/advanced_html_dom

A better drop-in replacement for PHP's simple html dom

Primary LanguagePHP

Update: I tested this library with php 7.0.1 - 7.0.5 as well as PHP 5.3 and up, everything seems to be working.

The goal of this project is to be a DOM-based drop-in replacement for PHP's simple html dom library.

How To Use - The same way as simple. If you use file/str_get_html then you don't need to change anything. If you are instantiating with new simple_html_dom() then you will need to change that to new AdvancedHtmlDom()

What's Different - Mostly just formatting (spaces) in the html. This is added by DOM and there's no way around it. Some non-standard selectors have been dropped but many more standard ones have been added. For example: img[src!=foo] was removed because it's not a valid selector.

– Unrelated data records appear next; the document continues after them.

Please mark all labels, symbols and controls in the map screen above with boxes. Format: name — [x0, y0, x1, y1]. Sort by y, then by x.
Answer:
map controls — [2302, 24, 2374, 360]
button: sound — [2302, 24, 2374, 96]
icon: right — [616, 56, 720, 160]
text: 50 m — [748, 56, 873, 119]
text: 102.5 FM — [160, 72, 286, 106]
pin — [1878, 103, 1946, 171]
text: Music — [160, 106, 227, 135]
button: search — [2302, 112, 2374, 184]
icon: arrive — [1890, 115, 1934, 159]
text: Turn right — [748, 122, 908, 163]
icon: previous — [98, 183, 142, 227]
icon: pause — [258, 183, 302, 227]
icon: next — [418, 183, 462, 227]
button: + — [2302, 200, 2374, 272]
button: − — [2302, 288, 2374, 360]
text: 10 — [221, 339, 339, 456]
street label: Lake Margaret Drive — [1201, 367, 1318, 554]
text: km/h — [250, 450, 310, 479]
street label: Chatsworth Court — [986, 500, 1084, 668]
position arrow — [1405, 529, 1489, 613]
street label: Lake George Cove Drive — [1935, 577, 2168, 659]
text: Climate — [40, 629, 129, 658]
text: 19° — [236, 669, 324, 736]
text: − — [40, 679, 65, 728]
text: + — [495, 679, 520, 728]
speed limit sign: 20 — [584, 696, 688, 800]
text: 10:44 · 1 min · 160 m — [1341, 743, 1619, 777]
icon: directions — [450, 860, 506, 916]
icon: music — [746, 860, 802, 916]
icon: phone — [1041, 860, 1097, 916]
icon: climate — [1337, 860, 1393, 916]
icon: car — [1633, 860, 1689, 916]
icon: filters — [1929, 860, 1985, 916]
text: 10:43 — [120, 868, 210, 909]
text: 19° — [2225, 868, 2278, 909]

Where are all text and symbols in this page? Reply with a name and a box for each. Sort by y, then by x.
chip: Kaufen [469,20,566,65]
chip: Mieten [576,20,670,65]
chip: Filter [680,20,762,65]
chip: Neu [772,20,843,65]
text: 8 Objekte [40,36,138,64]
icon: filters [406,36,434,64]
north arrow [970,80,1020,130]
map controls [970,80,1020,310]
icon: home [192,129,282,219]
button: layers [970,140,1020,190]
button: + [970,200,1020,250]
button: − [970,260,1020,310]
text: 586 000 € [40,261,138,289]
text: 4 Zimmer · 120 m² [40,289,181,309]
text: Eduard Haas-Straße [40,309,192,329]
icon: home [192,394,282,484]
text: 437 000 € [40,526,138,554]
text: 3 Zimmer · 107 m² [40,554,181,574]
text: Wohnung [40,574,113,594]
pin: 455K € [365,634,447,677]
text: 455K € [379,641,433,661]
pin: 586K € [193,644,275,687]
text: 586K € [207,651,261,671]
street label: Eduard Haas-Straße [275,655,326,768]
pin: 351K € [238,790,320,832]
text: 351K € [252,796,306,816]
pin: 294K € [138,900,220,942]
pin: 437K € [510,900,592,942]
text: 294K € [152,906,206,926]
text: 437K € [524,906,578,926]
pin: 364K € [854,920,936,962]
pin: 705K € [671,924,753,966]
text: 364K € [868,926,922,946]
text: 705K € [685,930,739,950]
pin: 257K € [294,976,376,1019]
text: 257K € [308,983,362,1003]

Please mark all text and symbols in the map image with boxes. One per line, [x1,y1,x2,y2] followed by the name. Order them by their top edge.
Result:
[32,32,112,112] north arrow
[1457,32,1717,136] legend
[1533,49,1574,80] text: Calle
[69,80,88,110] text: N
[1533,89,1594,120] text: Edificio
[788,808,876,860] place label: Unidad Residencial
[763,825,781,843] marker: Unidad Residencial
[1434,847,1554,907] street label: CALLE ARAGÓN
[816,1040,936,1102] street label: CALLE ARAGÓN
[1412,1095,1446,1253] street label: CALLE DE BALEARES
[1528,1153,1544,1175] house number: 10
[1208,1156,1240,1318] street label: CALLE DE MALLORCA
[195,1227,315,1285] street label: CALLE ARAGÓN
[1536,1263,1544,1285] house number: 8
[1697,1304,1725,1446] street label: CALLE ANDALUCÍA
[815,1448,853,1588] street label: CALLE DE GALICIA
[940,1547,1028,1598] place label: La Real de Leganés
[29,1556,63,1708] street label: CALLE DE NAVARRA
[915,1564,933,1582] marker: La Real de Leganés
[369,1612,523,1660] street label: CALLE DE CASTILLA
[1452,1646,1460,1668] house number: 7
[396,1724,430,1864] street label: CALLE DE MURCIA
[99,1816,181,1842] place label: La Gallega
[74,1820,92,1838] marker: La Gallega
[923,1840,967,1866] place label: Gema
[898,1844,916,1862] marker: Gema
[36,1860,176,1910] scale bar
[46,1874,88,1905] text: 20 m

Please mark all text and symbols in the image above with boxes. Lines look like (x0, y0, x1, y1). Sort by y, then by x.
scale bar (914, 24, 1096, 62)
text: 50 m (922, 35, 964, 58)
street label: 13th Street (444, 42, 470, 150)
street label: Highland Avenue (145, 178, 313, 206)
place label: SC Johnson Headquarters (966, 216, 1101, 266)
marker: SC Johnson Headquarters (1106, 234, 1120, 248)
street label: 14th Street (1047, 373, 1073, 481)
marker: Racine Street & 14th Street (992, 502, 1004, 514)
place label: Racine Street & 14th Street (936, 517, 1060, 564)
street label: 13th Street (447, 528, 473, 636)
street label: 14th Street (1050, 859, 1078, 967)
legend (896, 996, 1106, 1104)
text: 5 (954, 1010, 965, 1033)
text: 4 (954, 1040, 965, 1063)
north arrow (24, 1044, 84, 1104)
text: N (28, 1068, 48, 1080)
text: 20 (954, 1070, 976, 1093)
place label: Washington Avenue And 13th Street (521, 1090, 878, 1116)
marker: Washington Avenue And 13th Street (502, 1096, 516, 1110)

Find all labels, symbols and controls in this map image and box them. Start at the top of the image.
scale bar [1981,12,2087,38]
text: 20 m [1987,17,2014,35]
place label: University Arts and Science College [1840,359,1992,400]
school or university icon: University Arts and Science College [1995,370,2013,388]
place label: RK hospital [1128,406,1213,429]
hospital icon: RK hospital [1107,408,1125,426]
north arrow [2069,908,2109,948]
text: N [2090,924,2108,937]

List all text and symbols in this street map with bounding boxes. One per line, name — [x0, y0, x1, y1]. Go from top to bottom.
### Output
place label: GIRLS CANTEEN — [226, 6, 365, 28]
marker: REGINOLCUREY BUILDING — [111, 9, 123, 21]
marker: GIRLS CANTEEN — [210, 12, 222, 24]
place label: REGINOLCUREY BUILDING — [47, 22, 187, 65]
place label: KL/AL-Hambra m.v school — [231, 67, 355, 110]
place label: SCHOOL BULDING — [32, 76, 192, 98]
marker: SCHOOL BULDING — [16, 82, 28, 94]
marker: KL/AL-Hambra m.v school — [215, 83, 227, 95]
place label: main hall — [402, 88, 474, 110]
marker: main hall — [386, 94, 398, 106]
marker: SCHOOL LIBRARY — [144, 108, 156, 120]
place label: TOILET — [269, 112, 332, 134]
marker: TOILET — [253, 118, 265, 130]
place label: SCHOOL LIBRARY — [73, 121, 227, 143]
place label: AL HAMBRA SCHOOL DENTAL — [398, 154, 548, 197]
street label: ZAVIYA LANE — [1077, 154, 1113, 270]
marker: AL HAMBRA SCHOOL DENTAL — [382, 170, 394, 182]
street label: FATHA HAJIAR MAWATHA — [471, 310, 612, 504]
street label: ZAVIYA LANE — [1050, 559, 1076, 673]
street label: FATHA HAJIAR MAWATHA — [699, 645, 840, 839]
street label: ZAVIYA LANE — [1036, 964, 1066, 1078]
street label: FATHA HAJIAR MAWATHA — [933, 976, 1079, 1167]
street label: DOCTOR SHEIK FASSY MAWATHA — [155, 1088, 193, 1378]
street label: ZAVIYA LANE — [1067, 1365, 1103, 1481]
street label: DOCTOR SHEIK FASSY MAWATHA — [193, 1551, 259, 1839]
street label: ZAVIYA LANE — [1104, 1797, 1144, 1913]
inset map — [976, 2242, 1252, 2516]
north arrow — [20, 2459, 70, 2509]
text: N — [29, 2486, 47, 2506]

Added are things like a + b and a ~ b or even a.foo:not(.bar)

What's Better

  • 10x-20x Performance increase
  • Reduced memory requirement
  • Support for many more css selectors

Features

  • Supports full set of css pseudo selectors plus many jquery extras: :not, :has, :contains, :gt, :lt, :eq
  • Use with css or xpath: $doc->find('h3 a'), $doc->find('//h3//a')
  • Jquery-style functions replace, wrap, unwrap, before after
  • Nodeset math: $doc->find('a')->minus($doc->find('.skip_me'))
  • Lots of stuff that even BeautifulSoup and Nokogiri can't do: $doc->search('span:lt(7):not(.foo)')
  • Lots more features that haven't been documented yet.

If you love Advanced HTML Dom please vote for it here!

How to install it

Add the following code to your composer.json

{
    "require": {
        "hrmatching/advanced_html_dom": "dev-master"
    },
    "autoload": {
       "classmap": ["vendor/hrmatching/advanced_html_dom/advanced_html_dom.php"]
    }
}